> [Data to examine]:
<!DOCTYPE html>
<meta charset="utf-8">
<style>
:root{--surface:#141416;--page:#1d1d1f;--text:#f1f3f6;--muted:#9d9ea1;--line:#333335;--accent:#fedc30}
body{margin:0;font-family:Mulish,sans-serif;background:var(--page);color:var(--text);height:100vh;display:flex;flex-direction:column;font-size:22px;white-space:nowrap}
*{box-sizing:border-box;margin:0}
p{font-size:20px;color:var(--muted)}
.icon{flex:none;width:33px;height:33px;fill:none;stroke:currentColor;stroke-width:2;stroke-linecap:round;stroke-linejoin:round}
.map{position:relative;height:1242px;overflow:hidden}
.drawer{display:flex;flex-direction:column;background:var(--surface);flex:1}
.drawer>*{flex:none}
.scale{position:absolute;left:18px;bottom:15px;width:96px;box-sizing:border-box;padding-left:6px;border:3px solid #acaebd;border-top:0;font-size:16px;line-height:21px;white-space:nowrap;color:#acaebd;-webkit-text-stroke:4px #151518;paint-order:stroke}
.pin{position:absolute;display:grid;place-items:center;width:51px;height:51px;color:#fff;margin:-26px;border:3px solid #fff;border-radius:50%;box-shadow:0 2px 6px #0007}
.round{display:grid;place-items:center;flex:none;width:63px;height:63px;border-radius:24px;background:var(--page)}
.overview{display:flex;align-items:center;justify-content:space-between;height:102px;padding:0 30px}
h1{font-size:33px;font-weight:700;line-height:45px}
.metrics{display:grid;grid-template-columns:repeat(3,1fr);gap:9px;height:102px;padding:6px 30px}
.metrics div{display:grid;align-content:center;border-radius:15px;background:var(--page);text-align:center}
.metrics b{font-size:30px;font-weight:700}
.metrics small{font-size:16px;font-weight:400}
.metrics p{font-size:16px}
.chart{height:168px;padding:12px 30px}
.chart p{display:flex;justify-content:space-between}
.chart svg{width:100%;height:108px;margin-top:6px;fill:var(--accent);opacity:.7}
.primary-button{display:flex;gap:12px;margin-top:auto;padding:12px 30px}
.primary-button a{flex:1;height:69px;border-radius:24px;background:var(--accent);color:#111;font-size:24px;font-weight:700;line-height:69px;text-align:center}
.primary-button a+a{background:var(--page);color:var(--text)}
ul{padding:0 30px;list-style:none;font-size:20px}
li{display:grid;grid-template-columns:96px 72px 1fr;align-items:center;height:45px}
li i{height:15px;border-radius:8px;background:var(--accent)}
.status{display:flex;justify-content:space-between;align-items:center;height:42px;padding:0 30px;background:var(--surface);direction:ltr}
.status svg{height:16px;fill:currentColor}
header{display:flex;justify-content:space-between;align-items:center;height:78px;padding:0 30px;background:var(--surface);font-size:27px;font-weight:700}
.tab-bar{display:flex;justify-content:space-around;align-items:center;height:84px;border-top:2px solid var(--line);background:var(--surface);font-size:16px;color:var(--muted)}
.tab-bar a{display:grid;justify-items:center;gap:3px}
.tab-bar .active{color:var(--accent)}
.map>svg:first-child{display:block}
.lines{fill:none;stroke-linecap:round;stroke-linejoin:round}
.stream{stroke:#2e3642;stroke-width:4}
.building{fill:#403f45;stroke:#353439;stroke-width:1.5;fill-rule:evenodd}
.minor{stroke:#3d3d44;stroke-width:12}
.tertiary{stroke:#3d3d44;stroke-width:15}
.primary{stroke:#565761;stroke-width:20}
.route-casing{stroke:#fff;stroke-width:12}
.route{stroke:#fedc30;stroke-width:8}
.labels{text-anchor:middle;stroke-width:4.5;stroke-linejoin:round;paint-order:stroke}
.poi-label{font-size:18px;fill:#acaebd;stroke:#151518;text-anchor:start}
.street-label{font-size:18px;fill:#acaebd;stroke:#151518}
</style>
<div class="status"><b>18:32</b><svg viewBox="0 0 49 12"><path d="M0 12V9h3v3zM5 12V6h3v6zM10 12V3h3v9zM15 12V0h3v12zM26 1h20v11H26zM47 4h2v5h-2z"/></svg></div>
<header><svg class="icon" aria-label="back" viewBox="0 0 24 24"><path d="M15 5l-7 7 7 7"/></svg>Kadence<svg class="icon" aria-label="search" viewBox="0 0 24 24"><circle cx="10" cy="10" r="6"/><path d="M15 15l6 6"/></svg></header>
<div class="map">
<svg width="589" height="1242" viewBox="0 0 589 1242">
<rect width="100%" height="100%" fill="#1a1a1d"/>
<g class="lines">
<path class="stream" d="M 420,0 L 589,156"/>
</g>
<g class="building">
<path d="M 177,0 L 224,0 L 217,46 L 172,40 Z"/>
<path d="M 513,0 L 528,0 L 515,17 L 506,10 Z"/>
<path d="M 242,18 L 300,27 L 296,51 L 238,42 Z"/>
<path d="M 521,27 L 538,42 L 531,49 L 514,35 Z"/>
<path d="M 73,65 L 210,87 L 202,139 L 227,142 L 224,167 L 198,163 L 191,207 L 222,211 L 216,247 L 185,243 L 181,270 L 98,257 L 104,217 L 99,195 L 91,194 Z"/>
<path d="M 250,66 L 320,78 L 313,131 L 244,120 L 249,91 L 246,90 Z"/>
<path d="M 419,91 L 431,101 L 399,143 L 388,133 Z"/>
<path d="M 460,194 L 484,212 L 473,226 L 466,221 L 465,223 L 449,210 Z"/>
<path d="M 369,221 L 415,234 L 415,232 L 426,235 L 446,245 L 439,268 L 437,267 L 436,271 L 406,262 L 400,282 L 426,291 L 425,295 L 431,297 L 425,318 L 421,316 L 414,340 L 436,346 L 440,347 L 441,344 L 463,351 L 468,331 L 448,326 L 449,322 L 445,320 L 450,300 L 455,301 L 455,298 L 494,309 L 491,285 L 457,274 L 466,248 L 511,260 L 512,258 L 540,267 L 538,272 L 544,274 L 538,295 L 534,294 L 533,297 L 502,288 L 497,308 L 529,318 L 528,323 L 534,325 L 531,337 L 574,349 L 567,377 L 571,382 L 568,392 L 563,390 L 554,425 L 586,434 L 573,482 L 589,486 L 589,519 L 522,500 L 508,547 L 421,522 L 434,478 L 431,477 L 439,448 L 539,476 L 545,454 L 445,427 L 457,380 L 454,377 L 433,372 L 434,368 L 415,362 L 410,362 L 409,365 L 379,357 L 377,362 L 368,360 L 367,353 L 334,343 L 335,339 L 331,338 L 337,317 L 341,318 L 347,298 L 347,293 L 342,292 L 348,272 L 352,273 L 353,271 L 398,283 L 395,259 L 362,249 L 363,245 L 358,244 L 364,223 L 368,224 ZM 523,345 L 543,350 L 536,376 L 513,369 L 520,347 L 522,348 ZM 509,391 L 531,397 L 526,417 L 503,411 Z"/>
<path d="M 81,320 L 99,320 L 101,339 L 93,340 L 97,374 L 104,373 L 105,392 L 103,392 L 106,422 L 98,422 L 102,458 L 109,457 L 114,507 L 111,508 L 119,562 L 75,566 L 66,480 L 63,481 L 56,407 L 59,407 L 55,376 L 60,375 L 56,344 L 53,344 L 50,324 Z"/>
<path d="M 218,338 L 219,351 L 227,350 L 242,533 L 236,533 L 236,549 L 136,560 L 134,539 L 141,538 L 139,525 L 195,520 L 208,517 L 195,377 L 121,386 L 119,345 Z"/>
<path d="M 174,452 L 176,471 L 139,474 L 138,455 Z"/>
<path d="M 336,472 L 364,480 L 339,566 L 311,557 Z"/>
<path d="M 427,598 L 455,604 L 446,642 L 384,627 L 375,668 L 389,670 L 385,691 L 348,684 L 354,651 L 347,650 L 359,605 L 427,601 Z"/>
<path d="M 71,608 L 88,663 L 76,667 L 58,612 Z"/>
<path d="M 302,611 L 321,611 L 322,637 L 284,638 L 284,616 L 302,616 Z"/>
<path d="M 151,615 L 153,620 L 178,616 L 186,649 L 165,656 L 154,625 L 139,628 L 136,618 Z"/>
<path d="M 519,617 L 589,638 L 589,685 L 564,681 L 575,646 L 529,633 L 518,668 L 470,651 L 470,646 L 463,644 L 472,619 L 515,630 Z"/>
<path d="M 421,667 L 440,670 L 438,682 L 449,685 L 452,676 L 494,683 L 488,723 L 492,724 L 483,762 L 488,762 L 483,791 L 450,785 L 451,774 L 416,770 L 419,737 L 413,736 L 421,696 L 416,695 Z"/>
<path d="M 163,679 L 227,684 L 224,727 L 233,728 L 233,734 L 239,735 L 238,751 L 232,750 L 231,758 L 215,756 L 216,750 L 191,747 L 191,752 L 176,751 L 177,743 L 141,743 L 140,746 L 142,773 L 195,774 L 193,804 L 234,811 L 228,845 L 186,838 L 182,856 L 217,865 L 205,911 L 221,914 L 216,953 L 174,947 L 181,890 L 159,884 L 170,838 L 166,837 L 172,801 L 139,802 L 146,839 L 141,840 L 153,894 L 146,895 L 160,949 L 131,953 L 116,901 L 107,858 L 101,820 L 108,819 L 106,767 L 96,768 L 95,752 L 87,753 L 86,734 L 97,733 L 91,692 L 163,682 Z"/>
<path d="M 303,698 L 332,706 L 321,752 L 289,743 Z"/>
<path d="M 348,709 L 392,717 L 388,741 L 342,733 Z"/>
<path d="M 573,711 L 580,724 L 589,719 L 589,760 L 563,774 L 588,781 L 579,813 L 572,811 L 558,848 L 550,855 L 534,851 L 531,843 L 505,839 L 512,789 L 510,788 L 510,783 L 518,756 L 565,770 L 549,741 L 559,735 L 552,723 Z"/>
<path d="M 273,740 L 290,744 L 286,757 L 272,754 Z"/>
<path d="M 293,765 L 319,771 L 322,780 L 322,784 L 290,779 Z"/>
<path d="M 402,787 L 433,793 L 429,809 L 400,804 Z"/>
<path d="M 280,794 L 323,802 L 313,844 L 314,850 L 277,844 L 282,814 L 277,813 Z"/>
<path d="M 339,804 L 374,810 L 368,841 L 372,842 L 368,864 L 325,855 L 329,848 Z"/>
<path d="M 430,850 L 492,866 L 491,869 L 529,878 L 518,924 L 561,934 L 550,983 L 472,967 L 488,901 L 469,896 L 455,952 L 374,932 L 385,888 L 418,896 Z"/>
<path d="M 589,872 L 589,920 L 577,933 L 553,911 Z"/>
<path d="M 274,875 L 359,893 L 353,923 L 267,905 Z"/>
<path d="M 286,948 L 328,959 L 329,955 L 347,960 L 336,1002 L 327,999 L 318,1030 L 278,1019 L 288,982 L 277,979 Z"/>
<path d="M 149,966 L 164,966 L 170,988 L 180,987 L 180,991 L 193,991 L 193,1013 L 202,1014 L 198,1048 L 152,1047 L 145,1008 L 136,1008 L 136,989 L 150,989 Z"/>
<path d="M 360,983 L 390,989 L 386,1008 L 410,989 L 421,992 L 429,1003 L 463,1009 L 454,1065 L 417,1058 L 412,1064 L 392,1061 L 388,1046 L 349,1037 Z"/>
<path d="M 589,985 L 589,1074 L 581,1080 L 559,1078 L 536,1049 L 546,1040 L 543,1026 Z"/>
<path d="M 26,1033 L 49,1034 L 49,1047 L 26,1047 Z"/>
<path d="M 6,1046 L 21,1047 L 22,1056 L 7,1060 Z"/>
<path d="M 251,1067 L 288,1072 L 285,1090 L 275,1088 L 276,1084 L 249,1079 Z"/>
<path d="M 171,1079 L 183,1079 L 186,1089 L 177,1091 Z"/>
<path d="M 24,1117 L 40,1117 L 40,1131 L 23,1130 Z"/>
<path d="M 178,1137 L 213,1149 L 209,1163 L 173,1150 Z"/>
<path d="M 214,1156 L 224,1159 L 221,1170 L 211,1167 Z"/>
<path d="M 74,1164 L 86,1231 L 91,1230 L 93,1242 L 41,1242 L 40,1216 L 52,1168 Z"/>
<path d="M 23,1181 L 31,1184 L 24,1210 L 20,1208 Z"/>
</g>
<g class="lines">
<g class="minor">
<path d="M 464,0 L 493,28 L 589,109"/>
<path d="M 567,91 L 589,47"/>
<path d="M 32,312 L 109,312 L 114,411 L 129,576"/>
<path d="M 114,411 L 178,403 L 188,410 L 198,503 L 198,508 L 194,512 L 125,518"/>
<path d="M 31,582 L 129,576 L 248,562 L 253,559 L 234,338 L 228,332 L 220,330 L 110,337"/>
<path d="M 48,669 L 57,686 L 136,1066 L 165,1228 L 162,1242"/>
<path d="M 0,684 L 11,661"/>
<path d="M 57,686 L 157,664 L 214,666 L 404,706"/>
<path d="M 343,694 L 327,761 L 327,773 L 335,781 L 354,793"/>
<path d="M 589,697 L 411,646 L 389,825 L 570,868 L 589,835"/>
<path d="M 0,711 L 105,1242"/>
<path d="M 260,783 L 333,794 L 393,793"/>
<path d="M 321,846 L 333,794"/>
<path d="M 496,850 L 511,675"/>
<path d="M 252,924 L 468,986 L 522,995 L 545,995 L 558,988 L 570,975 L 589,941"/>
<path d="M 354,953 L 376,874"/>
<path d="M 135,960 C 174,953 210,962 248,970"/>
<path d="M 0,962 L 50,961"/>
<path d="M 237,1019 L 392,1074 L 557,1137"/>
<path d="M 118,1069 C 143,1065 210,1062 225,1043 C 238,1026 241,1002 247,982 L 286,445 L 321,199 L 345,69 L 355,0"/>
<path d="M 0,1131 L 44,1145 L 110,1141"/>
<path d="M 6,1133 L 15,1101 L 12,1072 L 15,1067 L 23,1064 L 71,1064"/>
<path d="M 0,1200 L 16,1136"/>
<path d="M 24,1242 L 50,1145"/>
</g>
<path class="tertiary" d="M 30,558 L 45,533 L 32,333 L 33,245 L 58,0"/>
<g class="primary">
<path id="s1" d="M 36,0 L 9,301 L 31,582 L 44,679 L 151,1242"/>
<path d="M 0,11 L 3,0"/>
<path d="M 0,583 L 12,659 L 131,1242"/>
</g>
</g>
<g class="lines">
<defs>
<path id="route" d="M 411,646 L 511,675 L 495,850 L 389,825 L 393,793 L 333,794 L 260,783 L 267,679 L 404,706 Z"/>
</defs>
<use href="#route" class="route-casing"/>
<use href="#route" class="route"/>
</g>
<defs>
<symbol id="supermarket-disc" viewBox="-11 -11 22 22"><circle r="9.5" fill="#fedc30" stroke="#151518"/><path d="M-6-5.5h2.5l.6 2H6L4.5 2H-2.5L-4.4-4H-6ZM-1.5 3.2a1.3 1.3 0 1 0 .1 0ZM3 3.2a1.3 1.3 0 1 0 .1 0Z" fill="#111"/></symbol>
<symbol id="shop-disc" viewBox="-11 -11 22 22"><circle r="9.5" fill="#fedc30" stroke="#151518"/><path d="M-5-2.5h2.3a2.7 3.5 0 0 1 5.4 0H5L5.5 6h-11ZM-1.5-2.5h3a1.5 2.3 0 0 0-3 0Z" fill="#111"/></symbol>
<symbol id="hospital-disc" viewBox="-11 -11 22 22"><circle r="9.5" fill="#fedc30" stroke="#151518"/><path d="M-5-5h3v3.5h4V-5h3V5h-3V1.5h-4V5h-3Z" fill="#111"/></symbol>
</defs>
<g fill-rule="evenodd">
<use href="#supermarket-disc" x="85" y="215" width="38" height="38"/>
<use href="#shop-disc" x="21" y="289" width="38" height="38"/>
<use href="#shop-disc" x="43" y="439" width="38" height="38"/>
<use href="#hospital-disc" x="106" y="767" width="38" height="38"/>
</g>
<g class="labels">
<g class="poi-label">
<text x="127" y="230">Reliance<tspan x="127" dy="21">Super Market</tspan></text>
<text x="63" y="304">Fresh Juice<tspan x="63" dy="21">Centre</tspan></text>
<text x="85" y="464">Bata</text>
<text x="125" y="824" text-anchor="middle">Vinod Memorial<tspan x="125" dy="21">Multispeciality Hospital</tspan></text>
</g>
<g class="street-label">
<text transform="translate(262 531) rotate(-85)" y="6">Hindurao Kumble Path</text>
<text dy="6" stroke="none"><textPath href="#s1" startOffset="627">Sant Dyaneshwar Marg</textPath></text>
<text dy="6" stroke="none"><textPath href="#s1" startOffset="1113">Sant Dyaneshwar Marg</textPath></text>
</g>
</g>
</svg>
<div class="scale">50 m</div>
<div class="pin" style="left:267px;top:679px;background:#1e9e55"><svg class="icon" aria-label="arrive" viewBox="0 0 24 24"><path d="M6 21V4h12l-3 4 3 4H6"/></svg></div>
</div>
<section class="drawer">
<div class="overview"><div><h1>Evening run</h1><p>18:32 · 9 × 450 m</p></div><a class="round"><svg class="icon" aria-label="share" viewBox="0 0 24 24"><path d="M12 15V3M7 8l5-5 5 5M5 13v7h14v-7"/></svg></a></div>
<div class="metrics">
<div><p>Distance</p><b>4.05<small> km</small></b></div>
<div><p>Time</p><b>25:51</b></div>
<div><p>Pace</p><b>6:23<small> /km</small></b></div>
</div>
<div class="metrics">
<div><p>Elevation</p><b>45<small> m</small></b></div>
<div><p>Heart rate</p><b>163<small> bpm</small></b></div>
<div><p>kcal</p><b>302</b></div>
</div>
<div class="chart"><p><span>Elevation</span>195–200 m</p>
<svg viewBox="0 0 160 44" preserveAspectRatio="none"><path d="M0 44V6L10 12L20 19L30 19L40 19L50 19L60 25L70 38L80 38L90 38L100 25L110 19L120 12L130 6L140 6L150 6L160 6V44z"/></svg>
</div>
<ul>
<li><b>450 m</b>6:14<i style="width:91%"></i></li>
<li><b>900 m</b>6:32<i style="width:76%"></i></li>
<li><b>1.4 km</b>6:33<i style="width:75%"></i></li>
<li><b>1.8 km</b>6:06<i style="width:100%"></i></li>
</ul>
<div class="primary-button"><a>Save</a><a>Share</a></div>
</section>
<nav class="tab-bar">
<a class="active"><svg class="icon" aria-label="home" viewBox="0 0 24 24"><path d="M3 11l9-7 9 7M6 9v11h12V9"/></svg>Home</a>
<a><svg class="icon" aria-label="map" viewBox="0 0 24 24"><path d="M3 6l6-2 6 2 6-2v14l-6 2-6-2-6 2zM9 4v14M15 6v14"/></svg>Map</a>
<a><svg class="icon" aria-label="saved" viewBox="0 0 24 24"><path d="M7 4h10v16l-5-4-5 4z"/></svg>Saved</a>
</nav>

> [Task to carry out]: Which of the lines in the data hold the string "evenodd"? Report each of them by copying it.

> [Solution to this task]:
.building{fill:#403f45;stroke:#353439;stroke-width:1.5;fill-rule:evenodd}
<g fill-rule="evenodd">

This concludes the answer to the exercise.